### Material provided:
════════
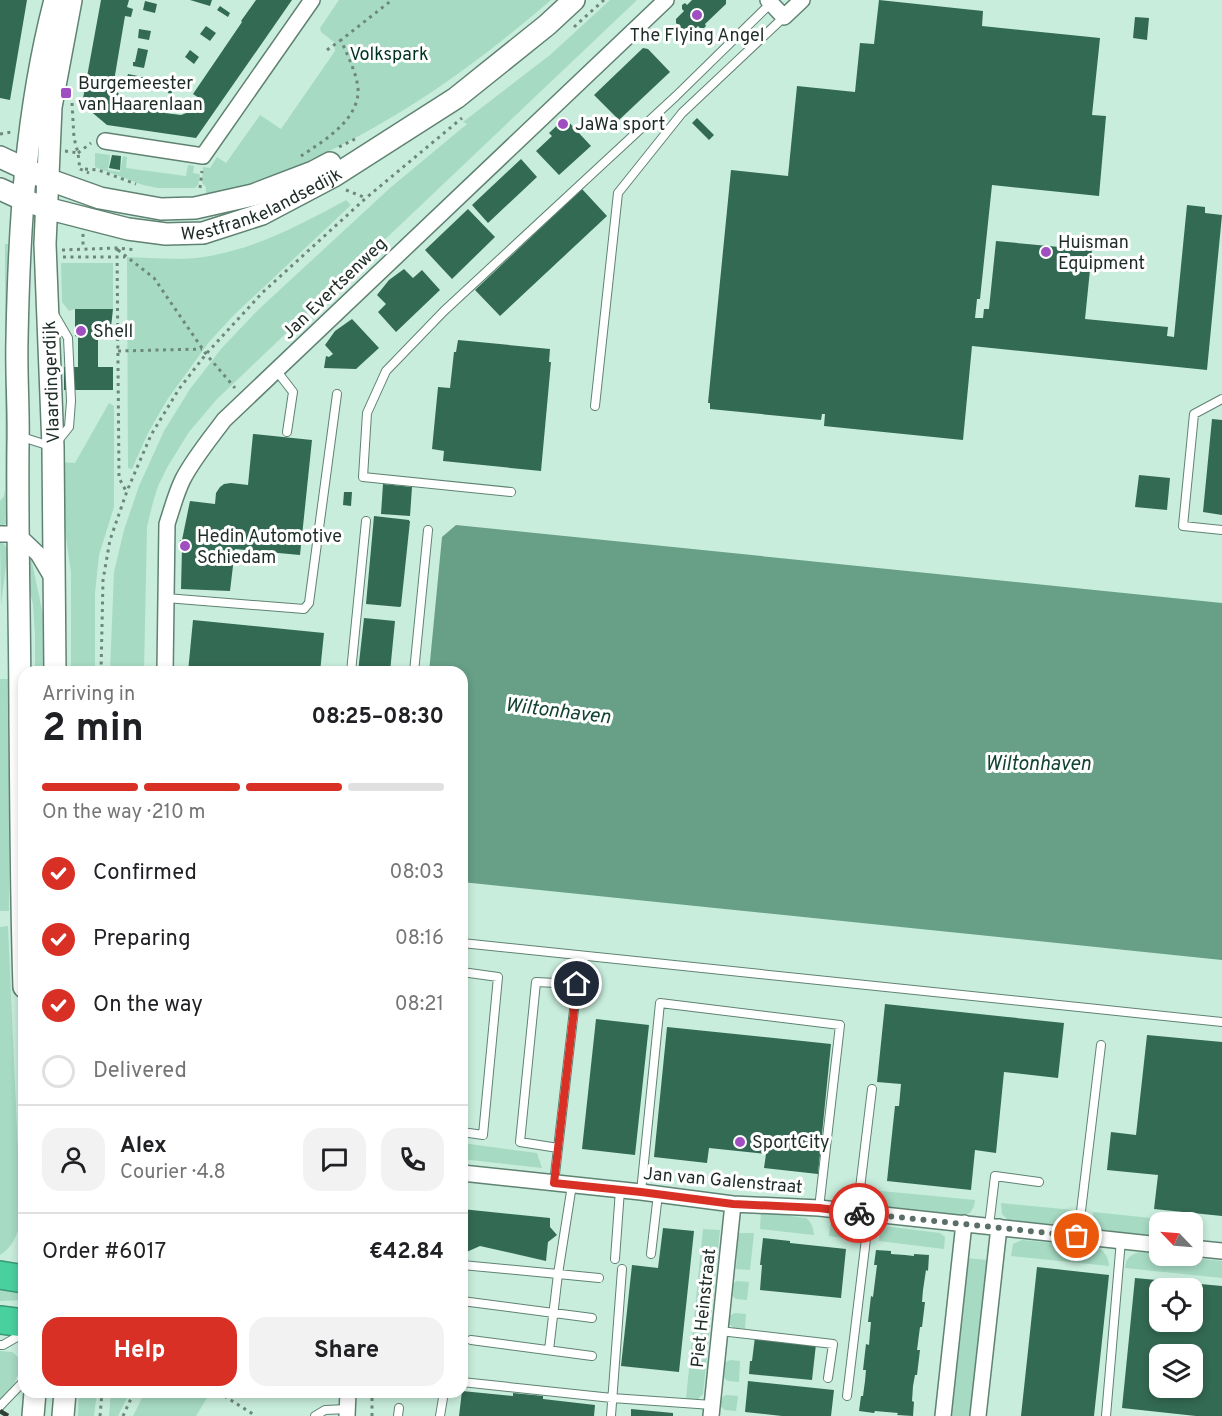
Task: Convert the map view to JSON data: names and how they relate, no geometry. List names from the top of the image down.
{
  "streets": {
    "main road": ["Westfrankelandsedijk", "Vlaardingerdijk"],
    "street": ["Jan Evertsenweg", "Jan van Galenstraat", "Piet Heinstraat"]
  },
  "crossings": [
    ["Westfrankelandsedijk", "Vlaardingerdijk"],
    ["Jan van Galenstraat", "Piet Heinstraat"]
  ],
  "water": ["Wiltonhaven"],
  "parks": ["Volkspark"],
  "places": {
    "other": [
      "The Flying Angel",
      "JaWa sport",
      "Huisman Equipment",
      "Shell",
      "Hedin Automotive Schiedam",
      "SportCity"
    ],
    "transit": ["Burgemeester van Haarenlaan"]
  },
  "north": "top left",
  "page": {
    "heading": ["2 min", "Arriving in", "08:25–08:30"],
    "panel": [
      "Alex",
      "Courier · 4.8",
      "Order #6017",
      "€42.84"
    ],
    "bar": "On the way · 210 m",
    "list": [
      ["Confirmed", "08:03"],
      ["Preparing", "08:16"],
      ["On the way", "08:21"],
      "Delivered"
    ],
    "buttons": ["Help", "Share"]
  }
}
════════
### Work request:
With the pictures removed, print the entries above exactly.

### Answer section:
Task: Convert the map view to JSON data: names and how they relate, no geometry. List names from the top of the image down.
{
  "streets": {
    "main road": ["Westfrankelandsedijk", "Vlaardingerdijk"],
    "street": ["Jan Evertsenweg", "Jan van Galenstraat", "Piet Heinstraat"]
  },
  "crossings": [
    ["Westfrankelandsedijk", "Vlaardingerdijk"],
    ["Jan van Galenstraat", "Piet Heinstraat"]
  ],
  "water": ["Wiltonhaven"],
  "parks": ["Volkspark"],
  "places": {
    "other": [
      "The Flying Angel",
      "JaWa sport",
      "Huisman Equipment",
      "Shell",
      "Hedin Automotive Schiedam",
      "SportCity"
    ],
    "transit": ["Burgemeester van Haarenlaan"]
  },
  "north": "top left",
  "page": {
    "heading": ["2 min", "Arriving in", "08:25–08:30"],
    "panel": [
      "Alex",
      "Courier · 4.8",
      "Order #6017",
      "€42.84"
    ],
    "bar": "On the way · 210 m",
    "list": [
      ["Confirmed", "08:03"],
      ["Preparing", "08:16"],
      ["On the way", "08:21"],
      "Delivered"
    ],
    "buttons": ["Help", "Share"]
  }
}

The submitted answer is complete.